Asaduddin Owaisi’s Majlis-e-Ittehadul Muslimeen (MIM) is set to fish in the turbulent political waters of West Bengal. After the Hyderabad-based party surprised many by winning two seats in Maharashtra, next on its sight are UP and Bengal, Owaisi told HT in an interview on Wednesday.
This comes after another force that claims to represent Muslims — Badruddin Ajmal’s Guwahati-based All India United Democratic Front (AIUDF) — deciding to contest the 2016 assembly election in West Bengal.

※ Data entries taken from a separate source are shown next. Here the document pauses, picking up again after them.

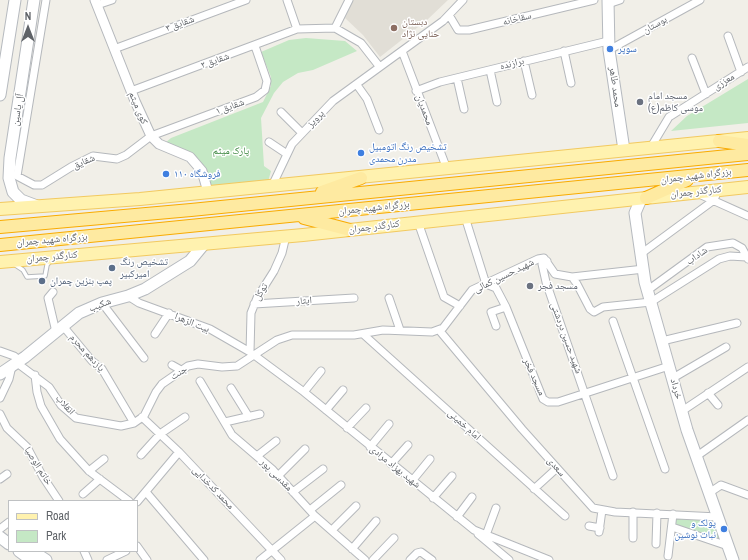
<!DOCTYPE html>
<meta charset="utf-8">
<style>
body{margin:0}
#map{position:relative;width:748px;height:560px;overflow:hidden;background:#f1efe8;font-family:"Archivo Narrow",sans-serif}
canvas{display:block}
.legend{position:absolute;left:8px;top:500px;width:130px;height:52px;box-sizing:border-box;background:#fff;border:1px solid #bfc1c3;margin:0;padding:5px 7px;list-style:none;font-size:12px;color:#5f6368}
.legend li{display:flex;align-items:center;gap:8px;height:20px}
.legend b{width:20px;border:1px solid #bfc1c3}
.north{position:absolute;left:8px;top:8px;width:40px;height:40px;-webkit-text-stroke:3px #fff;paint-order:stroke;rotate:0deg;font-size:11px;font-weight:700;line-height:16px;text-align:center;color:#5f6368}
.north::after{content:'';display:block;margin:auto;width:14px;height:18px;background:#5f6368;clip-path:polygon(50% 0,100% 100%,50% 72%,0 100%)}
</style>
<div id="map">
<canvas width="748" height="560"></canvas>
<ul class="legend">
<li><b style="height:5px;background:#fff2af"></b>Road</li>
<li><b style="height:11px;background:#c5e8c5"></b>Park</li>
</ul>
<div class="north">N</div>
</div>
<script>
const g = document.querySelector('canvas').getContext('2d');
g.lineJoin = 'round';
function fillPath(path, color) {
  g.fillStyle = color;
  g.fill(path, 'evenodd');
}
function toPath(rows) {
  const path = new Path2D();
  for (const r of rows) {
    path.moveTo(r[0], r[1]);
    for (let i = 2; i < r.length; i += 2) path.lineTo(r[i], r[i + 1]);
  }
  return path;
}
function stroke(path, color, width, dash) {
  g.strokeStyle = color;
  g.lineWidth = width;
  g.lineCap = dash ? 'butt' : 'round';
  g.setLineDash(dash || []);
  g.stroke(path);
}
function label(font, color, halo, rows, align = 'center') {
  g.font = font + ' "Archivo Narrow","Noto Naskh Arabic",sans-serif';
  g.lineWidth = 3;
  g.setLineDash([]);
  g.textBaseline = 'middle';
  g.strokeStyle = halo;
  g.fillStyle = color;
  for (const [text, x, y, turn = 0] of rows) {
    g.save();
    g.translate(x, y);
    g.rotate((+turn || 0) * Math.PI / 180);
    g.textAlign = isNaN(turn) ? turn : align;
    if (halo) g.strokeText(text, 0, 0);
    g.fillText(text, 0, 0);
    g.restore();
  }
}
const education = toPath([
 [353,0,448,0,427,20,380,57,363,35,345,18]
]);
const green = toPath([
 [306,38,345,41,357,51,313,70,298,73,283,82,274,93,261,118,264,166,271,171,268,182,211,188,206,169,197,158,178,147,165,143,171,138,263,102,271,86,271,77,261,52,289,40],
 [748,79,748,123,671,131,687,116],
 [676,517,715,520,720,541,675,526]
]);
const service = toPath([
 [14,264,23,270,27,277,45,276,47,265,50,261]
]);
const minor = toPath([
 [46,0,17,176,34,185,42,185,71,167,93,156,117,159,126,155,151,136,256,97,265,90,267,81,255,46],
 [287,0,297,29],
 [608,4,620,0],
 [97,5,112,0],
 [449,15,458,30,469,30,594,0],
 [335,28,349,0],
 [728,36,741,72],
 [114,49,246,0],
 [609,50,700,0],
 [402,51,447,169],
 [564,51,571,83],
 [692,58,706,94],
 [524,61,532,95],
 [490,70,497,102],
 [457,78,464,109],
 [357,85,367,99,379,130],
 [131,91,297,29,335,28,361,43,379,66],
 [416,91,440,82,608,41],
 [281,112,302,133],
 [269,142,287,154],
 [651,147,669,117,748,67],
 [272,186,292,144,333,101,443,21,463,0],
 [699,194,748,216],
 [465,217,486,284,496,288,506,307,543,399,548,402,558,402,669,366],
 [418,222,444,297,460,306],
 [642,253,714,200,718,190],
 [547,261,542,264,546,282,613,476],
 [572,277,644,269],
 [648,290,707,247,733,243,742,248,748,259],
 [53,292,48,298,56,332],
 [128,296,139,303,210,329,250,352,304,392,474,530,549,560],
 [389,298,400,330],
 [102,303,144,358],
 [254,304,354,298],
 [613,321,665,469],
 [63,326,92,361,102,369,134,423],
 [496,326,491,312,506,307],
 [439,330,522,429,593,508,615,512,718,517],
 [155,334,169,313],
 [363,334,565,516],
 [662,341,737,323],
 [0,351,14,356,20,361],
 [250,352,251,313,257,298,274,271,282,253,286,236],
 [17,363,49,387,61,405,76,418,121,426,134,423,144,416,156,392,162,384,188,366,198,364,222,367,237,366,277,340,292,335,354,335,383,330,432,332,443,328,472,290,538,259,544,258,555,274,572,277,577,284,590,309,594,312,603,307,651,302,719,259,730,256,746,257],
 [172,365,181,370],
 [35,375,37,392,41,406,60,439,89,471,129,501],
 [673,378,726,347],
 [200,381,232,435,273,470,315,516,365,560],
 [231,388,249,417],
 [304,392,321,371],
 [708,393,718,405],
 [0,398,9,379,12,366],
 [326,410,343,390],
 [682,411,748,367],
 [0,414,7,428,27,447,43,477,59,501],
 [142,417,179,452,281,560],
 [225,422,260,414],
 [347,428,366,408],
 [370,447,389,424],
 [141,455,160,434,185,417],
 [257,456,276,441],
 [697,456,748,420],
 [391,464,408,445],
 [89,471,104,459],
 [278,476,305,449],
 [0,479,7,474],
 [412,481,430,459],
 [534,489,557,468],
 [146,492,204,560],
 [293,492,323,469],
 [709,493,721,485,748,495],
 [83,494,100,479],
 [433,498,452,476],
 [137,502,179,452],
 [310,510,341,485],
 [457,517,472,497],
 [589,526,600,528],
 [672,527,728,546],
 [0,529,9,522],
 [332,530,356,506],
 [599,532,602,510],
 [478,534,509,560],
 [486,535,496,508],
 [633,538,633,512],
 [656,544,657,513],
 [137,546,147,560],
 [352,549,376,521],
 [84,551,88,560],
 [668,556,673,514],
 [107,560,126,551],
 [260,560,315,516],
 [373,560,394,538],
 [410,560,417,553,421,552,432,560]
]);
const tertiary = toPath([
 [95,0,135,101,151,136,159,144,190,157,202,171,208,192]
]);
const secondary = toPath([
 [34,0,10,158,9,178,13,192,21,200,37,206],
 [608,0,609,50,624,150],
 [0,95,15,0],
 [641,199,635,213,645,282,687,430,733,560],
 [0,374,25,357,79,313,102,303,128,296,145,289,190,261,204,244],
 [0,537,9,544],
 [19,551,31,560],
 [32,551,46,560]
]);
const primary = toPath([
 [0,209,140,199,748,138],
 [0,262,303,235,748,187]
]);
const trunk = toPath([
 [719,141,748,145],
 [322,192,361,178],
 [646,198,687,180],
 [304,218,350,230],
 [0,227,191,210,748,154],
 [0,245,748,170]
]);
const markers = [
 [394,28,4,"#8d6e63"],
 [610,49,4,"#3f7fe0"],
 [640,102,4,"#6b7280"],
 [361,153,4,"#3f7fe0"],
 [166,174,4,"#3f7fe0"],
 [112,268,4,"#5c6f8a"],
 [42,281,4,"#5c6f8a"],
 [530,286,4,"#6b7280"],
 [724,529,4,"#3f7fe0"]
];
const streetNames = [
 ["سقاخانه",517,19,-14],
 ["شقایق ۳",180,24,-20],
 ["بوستان",655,25,-29],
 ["شقایق ۲",215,61,-20],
 ["برازنده",512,64,-14],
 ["معززی",724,82,-32],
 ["محمد طاهر",615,87,82],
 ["شقایق ۱",230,107,-20],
 ["کوی میثم",138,108,67],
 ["آل یاسین",18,110,-81],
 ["محمدیان",424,110,69],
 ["پرویز",316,119,-46],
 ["شقایق",84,162,-23],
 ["بزرگراه شهید چمران",696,176,-7],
 ["کنارگذر چمران",696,192,-6],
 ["بزرگراه شهید چمران",374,208,-6],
 ["کنارگذر چمران",374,227,-7],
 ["بزرگراه شهید چمران",52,240,-5],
 ["شاداب",697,256,-35],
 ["کنارگذر چمران",52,257,-5],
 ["شهید حسین کمالی",504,276,-26],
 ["توکل",261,292,-60],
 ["ایثار",304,301,-4],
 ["شکیب",100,305,-20],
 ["بیت الزهرا",192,323,22],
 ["شهید حسین دردشتی",566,338,70],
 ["یازدهم محرم",87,353,48],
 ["جنت",179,373,-32],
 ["مسجد فخر",534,377,66],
 ["خرداد",676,389,74],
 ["انقلاب",65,405,48],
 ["امام خمینی",464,425,42],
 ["خاتم الوصیا",38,466,58],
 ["شهید بهزاد مرادی",395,467,39],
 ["سعدی",556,467,49],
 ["مقدسی پور",276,475,45],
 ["محمد کدخدایی",213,488,46]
];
const educationNames = [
 ["دبستان",402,22],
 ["حنایی نژاد",402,34]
];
const shopNames = [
 ["سوپر",618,49],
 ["تشخیص رنگ اتومبیل",369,147],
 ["مدرن محمدی",369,159],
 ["فروشگاه ۱۱۰",174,174],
 ["پولک و",716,523,"right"],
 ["نبات نوشین",716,535,"right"]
];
const worshipNames = [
 ["مسجد امام",648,96],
 ["موسی کاظم(ع)",648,108],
 ["مسجد فجر",538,286]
];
const parkNames = [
 ["پارک میثم",231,151]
];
const serviceNames = [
 ["تشخیص رنگ",120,262],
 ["امیرکبیر",120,274],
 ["پمپ بنزین چمران",50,281]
];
fillPath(education, '#e1ded6');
fillPath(green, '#c5e8c5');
stroke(service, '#b5b8bc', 5.5);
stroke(minor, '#b5b8bc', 9);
stroke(tertiary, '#b5b8bc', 11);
stroke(secondary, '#b6babf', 13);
stroke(primary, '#f2c960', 14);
stroke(trunk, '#f9ab00', 14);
stroke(service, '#fff', 3.5);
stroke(minor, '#fff', 7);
stroke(tertiary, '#fff', 9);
stroke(secondary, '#fff', 11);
stroke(primary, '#fff2af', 12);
stroke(trunk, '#feeaa1', 12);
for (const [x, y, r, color] of markers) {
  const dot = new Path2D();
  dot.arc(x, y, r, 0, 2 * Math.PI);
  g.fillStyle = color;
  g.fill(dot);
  stroke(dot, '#fff', 1.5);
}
label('10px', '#5f6368', '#fff', streetNames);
label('10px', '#785e54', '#fff', educationNames, 'left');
label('10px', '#366cbe', '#fff', shopNames, 'left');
label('10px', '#5b616d', '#fff', worshipNames, 'left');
label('10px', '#348238', '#fff', parkNames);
label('10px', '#4e5e75', '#fff', serviceNames, 'left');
</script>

MIM will also field candidates in the 2016 state polls.
In the backdrop of a rapidly rising BJP and a fast-polarising state, the entry of these two outfits squeezes space for CM Mamata Banerjee’s ruling Trinamool Congress (TMC), which heavily relies on and enjoys the support of most local Muslims.

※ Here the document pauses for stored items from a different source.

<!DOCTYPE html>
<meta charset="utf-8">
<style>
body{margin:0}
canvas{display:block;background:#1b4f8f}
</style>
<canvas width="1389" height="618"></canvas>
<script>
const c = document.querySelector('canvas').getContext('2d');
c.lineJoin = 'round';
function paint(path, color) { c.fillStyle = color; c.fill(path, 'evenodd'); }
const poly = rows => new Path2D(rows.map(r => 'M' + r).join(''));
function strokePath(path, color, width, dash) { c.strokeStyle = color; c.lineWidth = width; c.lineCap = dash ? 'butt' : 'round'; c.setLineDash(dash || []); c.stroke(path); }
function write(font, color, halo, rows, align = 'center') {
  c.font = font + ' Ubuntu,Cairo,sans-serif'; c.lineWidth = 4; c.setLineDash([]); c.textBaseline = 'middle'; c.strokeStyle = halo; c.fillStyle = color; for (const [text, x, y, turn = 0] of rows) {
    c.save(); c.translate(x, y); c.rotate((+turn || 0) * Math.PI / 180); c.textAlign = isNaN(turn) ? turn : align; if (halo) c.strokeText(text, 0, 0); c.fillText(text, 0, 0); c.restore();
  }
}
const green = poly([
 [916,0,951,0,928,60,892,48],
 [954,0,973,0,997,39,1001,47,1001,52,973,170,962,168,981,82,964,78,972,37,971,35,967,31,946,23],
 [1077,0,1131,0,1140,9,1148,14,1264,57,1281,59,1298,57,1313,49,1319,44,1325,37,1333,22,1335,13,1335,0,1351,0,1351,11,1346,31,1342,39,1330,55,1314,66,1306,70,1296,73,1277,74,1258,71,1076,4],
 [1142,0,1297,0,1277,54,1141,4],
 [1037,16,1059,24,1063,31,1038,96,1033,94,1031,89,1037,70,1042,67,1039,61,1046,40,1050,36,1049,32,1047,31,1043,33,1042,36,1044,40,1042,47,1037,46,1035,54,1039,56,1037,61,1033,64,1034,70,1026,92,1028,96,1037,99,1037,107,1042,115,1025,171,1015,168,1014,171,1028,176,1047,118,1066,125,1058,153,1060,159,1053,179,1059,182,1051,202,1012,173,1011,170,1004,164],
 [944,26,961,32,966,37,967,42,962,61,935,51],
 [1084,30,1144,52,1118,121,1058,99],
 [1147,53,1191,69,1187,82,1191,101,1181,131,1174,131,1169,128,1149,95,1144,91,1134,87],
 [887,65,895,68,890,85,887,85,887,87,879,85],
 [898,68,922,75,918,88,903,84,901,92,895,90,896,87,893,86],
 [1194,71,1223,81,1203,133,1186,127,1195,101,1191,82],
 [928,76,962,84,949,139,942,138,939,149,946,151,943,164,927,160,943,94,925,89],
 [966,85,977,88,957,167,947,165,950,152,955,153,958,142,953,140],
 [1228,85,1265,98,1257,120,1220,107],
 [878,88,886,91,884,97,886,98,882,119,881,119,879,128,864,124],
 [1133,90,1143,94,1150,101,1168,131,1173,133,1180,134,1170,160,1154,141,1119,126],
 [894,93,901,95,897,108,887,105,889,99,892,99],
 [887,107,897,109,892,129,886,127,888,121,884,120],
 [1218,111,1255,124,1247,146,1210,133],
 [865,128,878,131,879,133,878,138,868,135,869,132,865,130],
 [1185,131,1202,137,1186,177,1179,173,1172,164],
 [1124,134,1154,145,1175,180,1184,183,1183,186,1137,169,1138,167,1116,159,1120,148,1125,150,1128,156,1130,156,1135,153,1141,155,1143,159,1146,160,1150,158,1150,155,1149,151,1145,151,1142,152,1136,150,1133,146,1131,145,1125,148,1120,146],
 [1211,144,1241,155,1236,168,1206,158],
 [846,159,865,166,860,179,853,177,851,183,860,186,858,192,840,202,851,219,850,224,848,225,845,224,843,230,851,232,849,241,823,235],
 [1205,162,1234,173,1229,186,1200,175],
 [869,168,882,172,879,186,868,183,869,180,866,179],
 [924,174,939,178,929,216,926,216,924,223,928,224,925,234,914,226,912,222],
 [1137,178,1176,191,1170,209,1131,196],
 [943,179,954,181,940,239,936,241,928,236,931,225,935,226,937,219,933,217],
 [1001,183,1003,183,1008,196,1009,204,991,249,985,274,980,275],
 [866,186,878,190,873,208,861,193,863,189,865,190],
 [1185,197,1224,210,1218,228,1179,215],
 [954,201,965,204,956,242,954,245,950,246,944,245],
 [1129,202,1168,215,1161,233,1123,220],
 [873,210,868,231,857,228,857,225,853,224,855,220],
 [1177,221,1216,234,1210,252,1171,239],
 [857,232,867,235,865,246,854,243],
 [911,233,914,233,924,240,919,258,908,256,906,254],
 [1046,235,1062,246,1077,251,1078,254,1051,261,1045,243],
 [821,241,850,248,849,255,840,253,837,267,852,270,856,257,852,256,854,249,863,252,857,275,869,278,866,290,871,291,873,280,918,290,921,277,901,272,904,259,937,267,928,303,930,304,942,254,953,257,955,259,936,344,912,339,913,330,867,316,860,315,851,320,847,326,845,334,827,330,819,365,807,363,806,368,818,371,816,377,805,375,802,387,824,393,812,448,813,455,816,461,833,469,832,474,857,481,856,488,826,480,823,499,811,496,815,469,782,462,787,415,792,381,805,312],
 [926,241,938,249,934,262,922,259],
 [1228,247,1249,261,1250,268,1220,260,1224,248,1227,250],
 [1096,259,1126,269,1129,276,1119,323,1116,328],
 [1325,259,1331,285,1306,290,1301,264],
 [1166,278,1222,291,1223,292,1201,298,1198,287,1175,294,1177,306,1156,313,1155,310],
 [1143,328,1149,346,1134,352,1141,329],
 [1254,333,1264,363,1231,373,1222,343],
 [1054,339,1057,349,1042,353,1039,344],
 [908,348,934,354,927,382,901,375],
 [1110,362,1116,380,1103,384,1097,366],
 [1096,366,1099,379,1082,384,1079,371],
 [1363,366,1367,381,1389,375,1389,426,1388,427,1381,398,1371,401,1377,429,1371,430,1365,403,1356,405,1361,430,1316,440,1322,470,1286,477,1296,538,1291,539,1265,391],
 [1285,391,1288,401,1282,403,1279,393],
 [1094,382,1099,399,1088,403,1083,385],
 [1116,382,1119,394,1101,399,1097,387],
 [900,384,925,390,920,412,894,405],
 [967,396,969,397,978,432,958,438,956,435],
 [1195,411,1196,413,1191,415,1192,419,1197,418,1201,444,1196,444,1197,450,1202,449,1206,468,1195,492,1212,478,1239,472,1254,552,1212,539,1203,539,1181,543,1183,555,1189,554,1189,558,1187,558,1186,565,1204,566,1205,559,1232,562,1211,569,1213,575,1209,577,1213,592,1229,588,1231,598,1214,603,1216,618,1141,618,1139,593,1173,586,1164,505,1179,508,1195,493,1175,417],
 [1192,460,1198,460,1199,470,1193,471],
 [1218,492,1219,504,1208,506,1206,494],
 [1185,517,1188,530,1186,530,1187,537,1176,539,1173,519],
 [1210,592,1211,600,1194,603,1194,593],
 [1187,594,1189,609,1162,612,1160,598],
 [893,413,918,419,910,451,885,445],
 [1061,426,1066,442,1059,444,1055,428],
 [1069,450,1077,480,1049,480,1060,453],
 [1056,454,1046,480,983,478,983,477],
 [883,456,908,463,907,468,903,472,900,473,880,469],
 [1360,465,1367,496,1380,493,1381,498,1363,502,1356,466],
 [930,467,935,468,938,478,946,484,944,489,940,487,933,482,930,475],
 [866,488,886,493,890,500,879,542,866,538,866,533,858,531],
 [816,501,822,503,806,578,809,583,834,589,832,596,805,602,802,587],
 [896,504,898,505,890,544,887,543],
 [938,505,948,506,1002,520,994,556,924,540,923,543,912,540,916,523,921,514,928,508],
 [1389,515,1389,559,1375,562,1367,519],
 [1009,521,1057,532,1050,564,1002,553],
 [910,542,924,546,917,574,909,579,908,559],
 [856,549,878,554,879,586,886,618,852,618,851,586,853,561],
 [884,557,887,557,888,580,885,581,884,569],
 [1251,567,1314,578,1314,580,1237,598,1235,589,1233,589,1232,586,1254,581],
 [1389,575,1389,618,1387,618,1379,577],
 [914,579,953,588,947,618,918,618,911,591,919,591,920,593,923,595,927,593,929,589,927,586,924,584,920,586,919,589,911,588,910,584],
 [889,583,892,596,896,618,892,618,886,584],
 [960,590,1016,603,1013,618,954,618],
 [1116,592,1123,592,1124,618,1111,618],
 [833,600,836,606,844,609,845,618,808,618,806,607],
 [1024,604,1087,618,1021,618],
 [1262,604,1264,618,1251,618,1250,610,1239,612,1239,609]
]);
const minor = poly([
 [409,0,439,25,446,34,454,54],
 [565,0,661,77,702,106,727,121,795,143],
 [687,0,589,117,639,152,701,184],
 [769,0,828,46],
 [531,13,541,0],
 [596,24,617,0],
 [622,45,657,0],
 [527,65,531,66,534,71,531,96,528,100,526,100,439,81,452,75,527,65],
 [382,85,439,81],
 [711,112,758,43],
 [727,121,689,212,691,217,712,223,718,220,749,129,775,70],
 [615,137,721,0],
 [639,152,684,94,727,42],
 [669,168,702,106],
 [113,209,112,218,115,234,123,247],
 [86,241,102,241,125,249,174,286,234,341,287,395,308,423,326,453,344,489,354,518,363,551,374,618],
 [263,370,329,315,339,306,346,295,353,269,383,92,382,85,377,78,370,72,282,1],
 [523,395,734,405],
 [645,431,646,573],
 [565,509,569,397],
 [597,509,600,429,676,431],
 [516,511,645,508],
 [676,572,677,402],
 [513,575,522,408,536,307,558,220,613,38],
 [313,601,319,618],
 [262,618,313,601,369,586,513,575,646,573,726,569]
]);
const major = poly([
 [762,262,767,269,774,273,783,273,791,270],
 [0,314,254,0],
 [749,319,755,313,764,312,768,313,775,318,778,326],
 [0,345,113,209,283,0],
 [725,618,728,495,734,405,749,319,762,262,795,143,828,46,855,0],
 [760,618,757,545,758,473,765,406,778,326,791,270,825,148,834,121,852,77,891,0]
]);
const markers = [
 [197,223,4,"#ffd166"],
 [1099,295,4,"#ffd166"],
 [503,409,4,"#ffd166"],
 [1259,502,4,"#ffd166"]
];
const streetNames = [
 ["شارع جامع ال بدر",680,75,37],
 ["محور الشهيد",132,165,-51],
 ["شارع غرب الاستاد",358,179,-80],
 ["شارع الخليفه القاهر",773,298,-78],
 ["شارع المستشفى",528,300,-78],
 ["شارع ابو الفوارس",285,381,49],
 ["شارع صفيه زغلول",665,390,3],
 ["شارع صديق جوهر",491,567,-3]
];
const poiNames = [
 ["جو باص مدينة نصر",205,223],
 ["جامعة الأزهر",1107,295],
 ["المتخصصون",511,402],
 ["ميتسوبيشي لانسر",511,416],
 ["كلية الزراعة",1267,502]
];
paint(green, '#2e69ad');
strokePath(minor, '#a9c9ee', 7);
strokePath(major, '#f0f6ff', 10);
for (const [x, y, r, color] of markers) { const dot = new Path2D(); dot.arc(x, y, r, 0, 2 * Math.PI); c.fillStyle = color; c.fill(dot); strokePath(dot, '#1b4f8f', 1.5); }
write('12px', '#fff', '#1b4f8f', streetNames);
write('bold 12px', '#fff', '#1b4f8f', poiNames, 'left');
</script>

Add to this complexity the emerging trend of many Muslims joining the BJP, especially in districts bordering Bangladesh, either out of fear of the strengthening Hindu forces or disillusionment with the TMC.
West Bengal houses 26% Muslims — much higher than the national average of 13.4% —with at least four districts where it ranges between 35% and 64%.
“UP is India’s biggest state and we have set up good bases in 20-30 districts. Bengal is another state. We will contest from both UP and Bengal,” Owaisi told HT.
The MIM’s plan is to tell Muslims in Bengal that Mamata has only pretended to be pro-Muslim and has done nothing for the community. They are likely to raise the promises that she has failed to fulfill.
The AIUDF is piggybacking Jamiat Ulema-e-Hind’s state chief Siddiqullah Chaudhury, who leads Ajmal’s Bengal chapter since he has clout in the Muslim-dominated districts. Chaudhury has already been telling the state’s Muslims that TMC failed miserably in meeting the community’s expectations.
“MIM has not made any contact with us, though we are aware of their plan. In today’s Bengal, anyone who manages to hold up the people’s voice has a chance of getting votes,” Chaudhury told HT.
Owaisi has also said his party was ready to take his fight for the community’s “development with dignity” to the doorsteps of ‘secular’ parties.
“The so-called secular parties have utterly failed them. Muslims have to be rescued from being hostage to these parties. They are craving political representation,” he said.
Sources linked with various Muslim organisations in West Bengal told HT that the MIM has already established some contacts in Kolkata, Murshidabad and Malda, the last two being Muslim-majority districts. They have also tapped a breakaway faction of the AIUDF, sources claimed.
MIM’s decision has met with mixed reactions.
The BJP seems happy that MIM’s entry to Bengal politics will help polarise Hindu votes, besides dividing Muslim votes, which are TMC’s key base. The Trinamool is worried.
The Left Front, which has witnessed an eroding support base and voteshare, fears that the MIM’s entry will further erode Bengal’s challenged communal harmony.
“Mamata’s policies led to the rise of Hindu communalism, which in turn has created space for Muslim communalism. The need of the hour is to counter all communal forces – Mamata, Togadia and the Owaisi brothers,” said Mohammad Selim, CPI(M) MP and party central committee member.